The day I had been dreading had arrived. It was time to go to church and serve in the choir again.
I actually was in such dispair that I actually couldn't sleep last nite. I finally only got bedded down only at 5.30am and had to cancel meeting Amous for second service because I was just too tired. I smsed him at 7.52am and told him I couldn't make it.
As I always do when I'm sad, I sleep after I worry. Don't ask me why, but that's my coping mechanism. So my plan was to actually sleep till evening and not go to church. So I went back to sleep after smsing Amous.
I awoke again at 12.40pm and thought to my self that I would sms my choir leader to tell him that I was not coming for duty, that I was unwell. Then I felt a check in my heart. If I did that, if I ran away from this, would I look back to this moment and wonder if had missed out on God's complete deliverance because I had taken matters into my own hands by running away?
I jumped out of bed and washed-up quickly, and picked-up my handphone to call a cab. I had half an hour to get there. The cab came 12 minutes after I managed to book one. The driver was really blur, turning past the building and then coming back down the slope again a minute later after reaching the deadend up the slope. Great, now I get a blur driver.
'Why the turning so weird one ah?', was the first the thing the driver said when I got in. 'Haha...', I responded as I thought what a blur case this guy was.
While in the cab my emotions began to make their prescense felt. Sadness, shame and dispair. I was going to be late, so I smsed my leader that I was going to get there 5 to 10 minues late.
Then it happened.
As I lifted my eyes away from my phone and out the taxi window, a gunmetal gray silver surface catches my eye, invading my peripheral vision, it's the side panel of a van. Right in the middle of the panel in a bold black typeface are these words:
'Is There Anything Too Difficult For The Lord?

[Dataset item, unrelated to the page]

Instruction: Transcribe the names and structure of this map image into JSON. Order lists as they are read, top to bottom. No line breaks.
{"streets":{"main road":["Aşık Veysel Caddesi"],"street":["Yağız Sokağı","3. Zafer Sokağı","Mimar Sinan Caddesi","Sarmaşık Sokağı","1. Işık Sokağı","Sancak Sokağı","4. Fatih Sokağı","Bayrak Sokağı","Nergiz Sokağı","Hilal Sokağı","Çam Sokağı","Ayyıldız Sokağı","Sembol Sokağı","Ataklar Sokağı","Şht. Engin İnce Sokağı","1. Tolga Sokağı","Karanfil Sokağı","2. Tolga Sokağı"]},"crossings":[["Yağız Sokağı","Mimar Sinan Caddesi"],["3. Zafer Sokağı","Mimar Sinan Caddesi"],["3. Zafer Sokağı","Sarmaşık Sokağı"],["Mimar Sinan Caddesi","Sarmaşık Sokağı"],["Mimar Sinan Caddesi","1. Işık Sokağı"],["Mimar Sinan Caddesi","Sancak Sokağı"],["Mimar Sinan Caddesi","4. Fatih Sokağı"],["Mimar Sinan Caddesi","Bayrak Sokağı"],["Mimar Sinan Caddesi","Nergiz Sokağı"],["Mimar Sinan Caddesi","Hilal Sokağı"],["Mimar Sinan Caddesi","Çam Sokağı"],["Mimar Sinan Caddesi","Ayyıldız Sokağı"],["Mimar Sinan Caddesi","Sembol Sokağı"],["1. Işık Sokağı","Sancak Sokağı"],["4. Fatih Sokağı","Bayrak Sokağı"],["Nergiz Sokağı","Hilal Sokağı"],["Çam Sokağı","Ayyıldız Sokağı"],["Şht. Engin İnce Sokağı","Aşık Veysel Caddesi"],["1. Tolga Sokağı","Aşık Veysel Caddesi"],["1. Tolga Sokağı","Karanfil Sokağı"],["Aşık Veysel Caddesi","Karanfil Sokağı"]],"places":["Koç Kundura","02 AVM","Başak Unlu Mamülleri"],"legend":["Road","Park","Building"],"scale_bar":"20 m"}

I am startled back to reality. Not my natural reality, but the supernatural reality of God's involvement in my life.
If you were the taxi driver, you would have suddenly heard me saying, 'No. . .no'.
So in the midst of all my emotional turmoil, God saw it fit this afternoon to speak to me through the side panel of a van belonging to a ministry called 'Living Stones'.
As I'm writing this entry, I am reminded of a spontaneous song I sang yesterday during worship. In essence the song said that I couldn't make it on my own, that I needed a touch from Him and that it would be Supernatural.
And indeed relying fully on God is a supernatural journey. Lord, I cast all my cares on You. I rely on You. You alone are my strength in this valley.
And NOTHING is too difficult for You.